> _PROBLEM TO WORK ON_
Transcribe all the data below exactly, leaving its pictures out.

> _COLLECTED DATA_
++++++

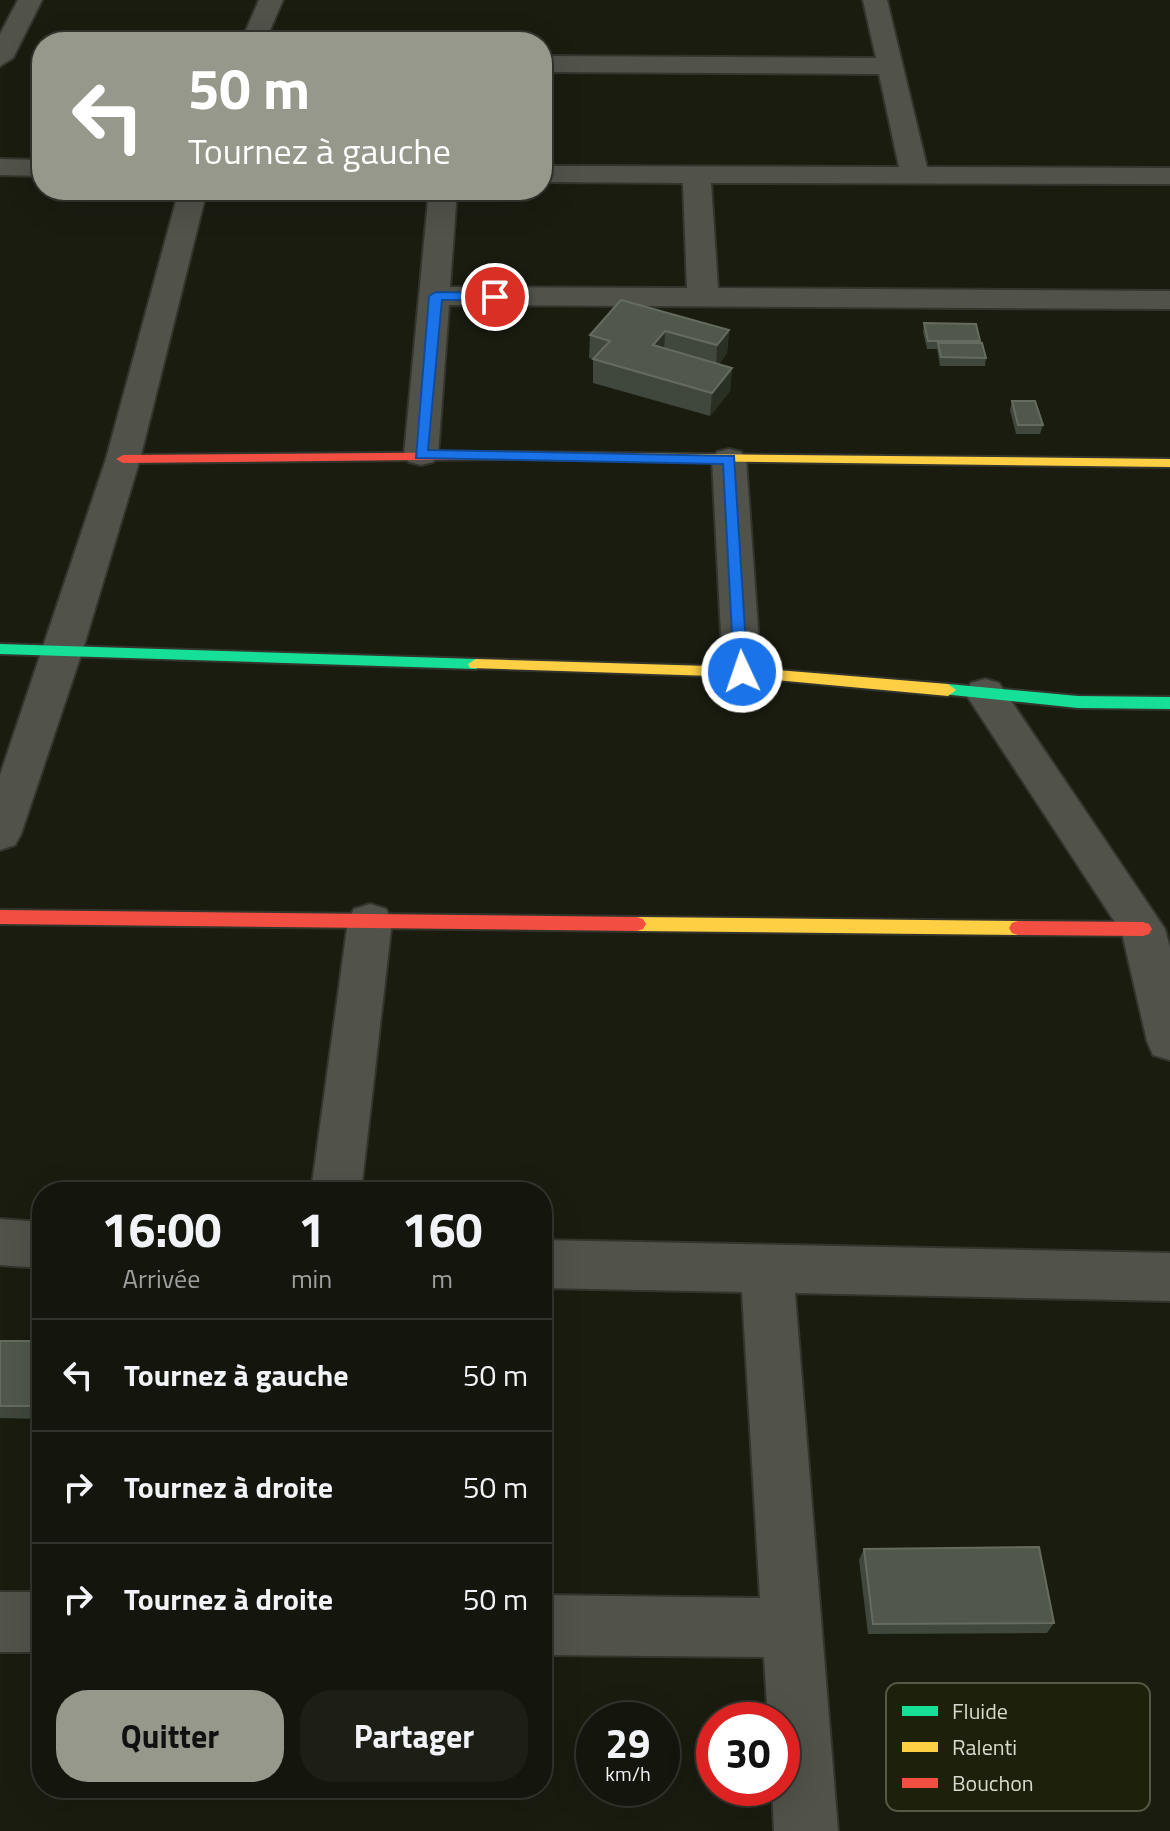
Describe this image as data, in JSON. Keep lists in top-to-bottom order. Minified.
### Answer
{"legend":["Fluide","Ralenti","Bouchon"],"page":{"turn":["50 m","Tournez à gauche"],"eta":["16:00","Arrivée","1","min","160","m"],"list":[{"name":"Tournez à gauche","value":"50 m"},{"name":"Tournez à droite","value":"50 m"},{"name":"Tournez à droite","value":"50 m"}],"buttons":["Quitter","Partager"],"speed":"29 km/h","limit":"30"}}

++++++

> _EXERCISE ANSWER_
Describe this image as data, in JSON. Keep lists in top-to-bottom order. Minified.
### Answer
{"legend":["Fluide","Ralenti","Bouchon"],"page":{"turn":["50 m","Tournez à gauche"],"eta":["16:00","Arrivée","1","min","160","m"],"list":[{"name":"Tournez à gauche","value":"50 m"},{"name":"Tournez à droite","value":"50 m"},{"name":"Tournez à droite","value":"50 m"}],"buttons":["Quitter","Partager"],"speed":"29 km/h","limit":"30"}}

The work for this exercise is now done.